(Saved data entries)
════
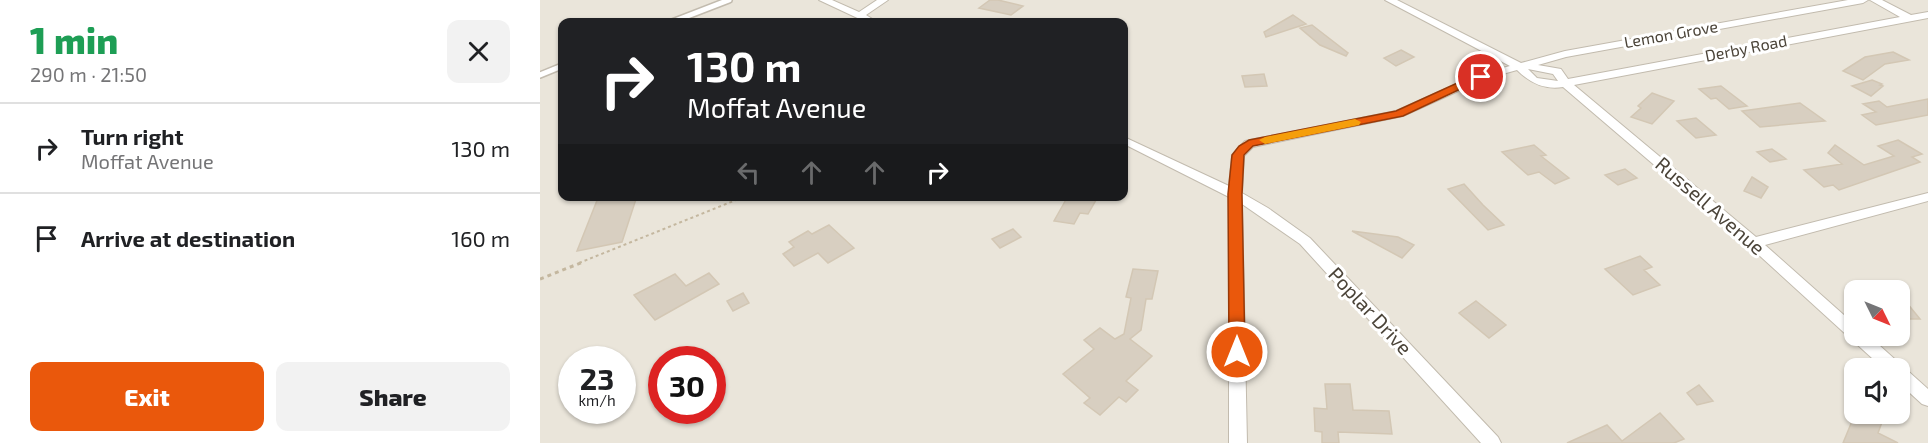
<!DOCTYPE html>
<html lang="en">
<head>
<meta charset="utf-8">
<style>
  :root { --surface:#fff; --page:#f2f2f2; --text:#202124; --muted:#757577; --line:#e0e0e0; --accent:#ea580c }
  body { margin:0; font-family:"Exo 2",sans-serif; background:var(--page); color:var(--text); height:100vh; display:flex; flex-direction:column; font-size:22px; white-space:nowrap }
  * { box-sizing:border-box; margin:0 }
  p { font-size:20px; color:var(--muted) }
  .icon { flex:none; width:33px; height:33px; fill:none; stroke:currentColor; stroke-width:2; stroke-linecap:round; stroke-linejoin:round }
  .map { position:relative; flex:1; overflow:hidden }
  .drawer { display:flex; flex-direction:column; background:var(--surface); width:540px }
  .drawer>* { flex:none }
  .banner { position:absolute; left:18px; top:18px; width:570px; height:183px; border-radius:12px; box-shadow:0 2px 4px #0004; background:#202124; color:#fff; overflow:hidden }
  .needle { width:39px; rotate:133deg }
  .tools { position:absolute; left:1304px; top:280px; display:grid; gap:12px }
  .tools a { display:grid; place-items:center; width:66px; height:66px; border-radius:12px; background:var(--surface); box-shadow:0 2px 4px #0004; font-size:30px }
  .speed { position:absolute; left:18px; top:346px; display:flex; gap:12px; font-size:30px; font-weight:700; text-align:center }
  .speed>* { display:grid; place-content:center; width:78px; height:78px; border-radius:50%; background:var(--surface); box-shadow:0 2px 4px #0004; line-height:1 }
  .speed small { font-size:15px; font-weight:400 }
  .speed .limit { border:9px solid #d22; background:#fff; color:#111 }
  .pin { position:absolute; display:grid; place-items:center; width:51px; height:51px; color:#fff; margin:-26px; border:3px solid #fff; border-radius:50%; box-shadow:0 2px 6px #0007 }
  .me { position:absolute; width:66px; margin:-33px; rotate:0deg; stroke-linejoin:round; filter:drop-shadow(0 0 4px #0008) }
  .turn { display:flex; align-items:center; gap:21px; height:126px; padding:0 30px; font-size:27px }
  .turn .icon { width:78px; height:78px; stroke-width:2.5 }
  .turn b { display:block; font-size:42px; line-height:51px }
  .lanes { display:flex; align-items:center; height:57px; padding:0 30px; background:#0003; justify-content:center; gap:30px; direction:ltr }
  .lanes .off { opacity:.35 }
  .round { display:grid; place-items:center; flex:none; width:63px; height:63px; border-radius:12px; background:var(--page) }
  .overview { display:flex; align-items:center; justify-content:space-between; height:102px; padding:0 30px }
  h1 { font-size:36px; font-weight:800; line-height:45px; color:#1e9e55 }
  .button { display:flex; gap:12px; margin-top:auto; padding:12px 30px }
  .button a { flex:1; height:69px; border-radius:12px; background:var(--accent); color:#fff; font-size:24px; font-weight:800; line-height:69px; text-align:center }
  .button a+a { background:var(--page); color:var(--text) }
  ul { padding:0; list-style:none }
  li { display:flex; align-items:center; gap:18px; height:90px; padding:0 30px; border-top:2px solid var(--line) }
  li div { flex:1 }
  li b { display:block; font-size:22px }
  li em { font-style:normal }
  main { display:flex; flex:1; min-height:0 }
  .map>svg:first-child { display:block }
</style>
</head>
<body>
<main>
<section class="drawer">
<div class="overview"><div><h1>1 min</h1><p>290 m · 21:50</p></div><a class="round"><svg class="icon" aria-label="close" viewBox="0 0 24 24"><path d="M6 6l12 12M18 6L6 18"/></svg></a></div>
<ul>
<li><svg class="icon" aria-label="right" viewBox="0 0 24 24"><path d="M7 20v-9h11M14 6l5 5-5 5"/></svg><div><b>Turn right</b><p>Moffat Avenue</p></div><em>130 m</em></li>
<li><svg class="icon" aria-label="arrive" viewBox="0 0 24 24"><path d="M6 21V4h12l-3 4 3 4H6"/></svg><div><b>Arrive at destination</b></div><em>160 m</em></li>
</ul>
<div class="button"><a>Exit</a><a>Share</a></div>
</section>
<div class="map">
<svg width="1388" height="443" viewBox="0 0 1388 443">
  <rect width="100%" height="100%" fill="#f6f3ec"/>
  <path fill="#eae5da" fill-rule="evenodd" d="M0,0H1388V443H0ZM22,22H584V196H22ZM1314,291H1359V336H1314ZM32,360H82V411H32ZM122,360H172V411H122ZM1314,369H1359V414H1314Z"/>
  <path fill="#d8cfc1" stroke="#d3c7b4" stroke-width="1.5" d="M450,0H458L483,6L471,15L439,8Z
    M753,15L766,24L726,37L724,32Z
    M772,25L808,53L806,56L780,45L760,28Z
    M861,50L874,57L856,66L844,58Z
    M1353,52L1369,60L1345,64L1323,80L1303,71L1325,57Z
    M724,74L727,86L705,87L702,76Z
    M1332,80L1342,84L1340,85L1343,86L1331,96L1312,86Z
    M1181,86L1207,106L1189,109L1176,98L1171,99L1159,89Z
    M1112,93L1134,101L1112,124L1091,117L1101,108L1098,106Z
    M1388,99V115L1336,125L1322,115L1336,112L1323,104L1339,101L1347,107Z
    M1260,103L1285,121L1220,127L1202,111Z
    M1156,118L1176,135L1156,138L1137,121Z
    M1358,140L1382,154L1372,157L1380,162L1299,190L1293,185L1284,187L1264,170L1302,164L1288,153L1295,145L1324,165L1354,156L1338,146Z
    M994,145L1006,155L1001,156L1029,178L1015,184L999,172L988,175L962,152Z
    M1232,149L1246,159L1230,162L1217,152Z
    M1085,169L1097,178L1078,185L1065,175Z
    M1212,177L1228,187L1221,198L1204,191Z
    M924,184L943,205L964,225L948,230L908,189Z
    M67,196H97L82,242L37,251L58,198Z
    M528,196L556,200L548,214L540,213L534,224L514,221Z
    M289,225L314,248L288,263L278,253L254,266L243,254L254,247L249,242L268,231L272,234Z
    M473,229L481,237L460,248L452,239Z
    M812,231L858,237L874,245L862,258Z
    M1100,256L1112,267L1104,270L1120,285L1093,295L1065,269Z
    M593,269L618,271L612,299H606L601,330L590,339L612,356L586,381L598,390L586,402L579,397L560,415L544,403L550,398L523,374L554,349L544,340L560,328L575,339L584,334L591,298L586,297Z
    M169,273L179,284L115,320L94,295L135,274L146,286Z
    M203,293L209,303L193,311L187,301Z
    M1359,293L1371,308L1380,319H1359Z
    M936,301L966,325L949,338L919,313Z
    M785,384H810L813,410L849,411L852,434L798,432L799,443H782V432L775,431L774,408L787,409Z
    M1159,385L1173,401L1157,405L1147,393Z
    M1120,413L1144,439L1134,443H1027L1067,425L1082,441Z
    M1315,414H1326L1342,422L1338,433L1358,443H1303Z"/>
  <g fill="none" stroke-linecap="round" stroke-linejoin="round">
    <defs>
      <path id="service" d="M132,22L189,0
        M0,75L22,66"/>
      <path id="minor" d="M279,0H292L319,12L337,0H348L326,15L337,22H326Z
        M845,0H857L981,63L1025,51L1308,0H1328L1323,3L1026,57L998,65L1021,69L1028,79L1360,17L1330,0H1342L1371,15L1388,12V18L1034,85L1216,237L1388,193V201L1225,245L1314,324V336H1329L1388,389V406L1382,404L1359,383V369H1344L1209,246L1023,87C1004,90 990,83 977,70L945,79L863,116L713,147L704,156L702,193L728,208L770,238L958,437L961,443H941L760,244L702,204L707,443H689V197L584,144V137L689,186L692,155L705,141L856,111L937,75L970,66ZM988,69L1013,74L1018,81L997,78Z"/>
    </defs>
    <use href="#service" stroke="#c2bbae" stroke-width="8"/>
    <use href="#minor" stroke="#c2bbae" stroke-width="2"/>
    <path stroke="#c4b79f" stroke-width="2" stroke-dasharray="3 3" stroke-linecap="butt" d="M39,263L206,196"/>
    <path stroke="#c4b79f" stroke-width="3" stroke-dasharray="4 4" stroke-linecap="butt" d="M0,279L43,262"/>
    <use href="#service" stroke="#fff" stroke-width="5"/>
    <use href="#minor" fill="#fff" fill-rule="evenodd"/>
  </g>
  <path fill="#ea580c" stroke="#983908" stroke-width="1.5" d="M937,74H945L946,77L863,116L713,146L704,155L702,194L705,352L702,357L697,359L691,357L689,352L688,194L692,155L699,146L709,140L856,111Z"/>
  <path fill="#f59e0b" d="M815,119L821,122L819,125L725,144L719,140L725,137Z"/>
  <g text-anchor="middle" stroke-width="6" stroke-linejoin="round" paint-order="stroke">
    <g font-size="16" fill="#4b4439" stroke="#fff">
      <text transform="translate(1131 34) rotate(-10)" y="6">Lemon Grove</text>
      <text transform="translate(1206 48) rotate(-11)" y="6">Derby Road</text>
    </g>
    <g font-size="20" fill="#4b4439" stroke="#fff">
      <text transform="translate(1170 206) rotate(41)" y="7">Russell Avenue</text>
      <text transform="translate(830 311) rotate(47)" y="7">Poplar Drive</text>
    </g>
  </g>
</svg>
<div class="tools">
<a><svg class="needle" viewBox="-14 -14 28 28"><path d="M0-13l5 13h-10z" fill="#e53935"/><path d="M0 13l5-13h-10z" fill="#757577"/></svg></a>
<a><svg class="icon" aria-label="sound" viewBox="0 0 24 24"><path d="M4 9h4l5-4v14l-5-4H4zM17 9q2 3 0 6"/></svg></a>
</div>
<div class="speed"><div>23<small>km/h</small></div><div class="limit">30</div></div>
<div class="pin" style="left:941px;top:77px;background:#d93025"><svg class="icon" aria-label="arrive" viewBox="0 0 24 24"><path d="M6 21V4h12l-3 4 3 4H6"/></svg></div>
<svg class="me" style="left:697px;top:352px" viewBox="-20 -20 40 40"><circle r="17" fill="#ea580c" stroke="#fff" stroke-width="3"/><path d="M0-11L8 9 0 5-8 9z" fill="#fff"/></svg>
<div class="banner">
<div class="turn"><svg class="icon" aria-label="right" viewBox="0 0 24 24"><path d="M7 20v-9h11M14 6l5 5-5 5"/></svg><div><b>130 m</b>Moffat Avenue</div></div>
<div class="lanes"><svg class="icon off" aria-label="left" viewBox="0 0 24 24"><path d="M17 20v-9H6M10 6l-5 5 5 5"/></svg><svg class="icon off" aria-label="ahead" viewBox="0 0 24 24"><path d="M12 20V5M6 11l6-6 6 6"/></svg><svg class="icon off" aria-label="ahead" viewBox="0 0 24 24"><path d="M12 20V5M6 11l6-6 6 6"/></svg><svg class="icon" aria-label="right" viewBox="0 0 24 24"><path d="M7 20v-9h11M14 6l5 5-5 5"/></svg></div>
</div>
</div>
</main>
</body>
</html>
════
--- WORK REQUEST ---
Reproduce the entries above exactly, but only the lines between the line holding "display:block; font-size:42px; line-height:51px" and the line holding "display:flex; gap:12px; margin-top:auto;", inclusive.

--- SOLVED EXERCISE ---
  .turn b { display:block; font-size:42px; line-height:51px }
  .lanes { display:flex; align-items:center; height:57px; padding:0 30px; background:#0003; justify-content:center; gap:30px; direction:ltr }
  .lanes .off { opacity:.35 }
  .round { display:grid; place-items:center; flex:none; width:63px; height:63px; border-radius:12px; background:var(--page) }
  .overview { display:flex; align-items:center; justify-content:space-between; height:102px; padding:0 30px }
  h1 { font-size:36px; font-weight:800; line-height:45px; color:#1e9e55 }
  .button { display:flex; gap:12px; margin-top:auto; padding:12px 30px }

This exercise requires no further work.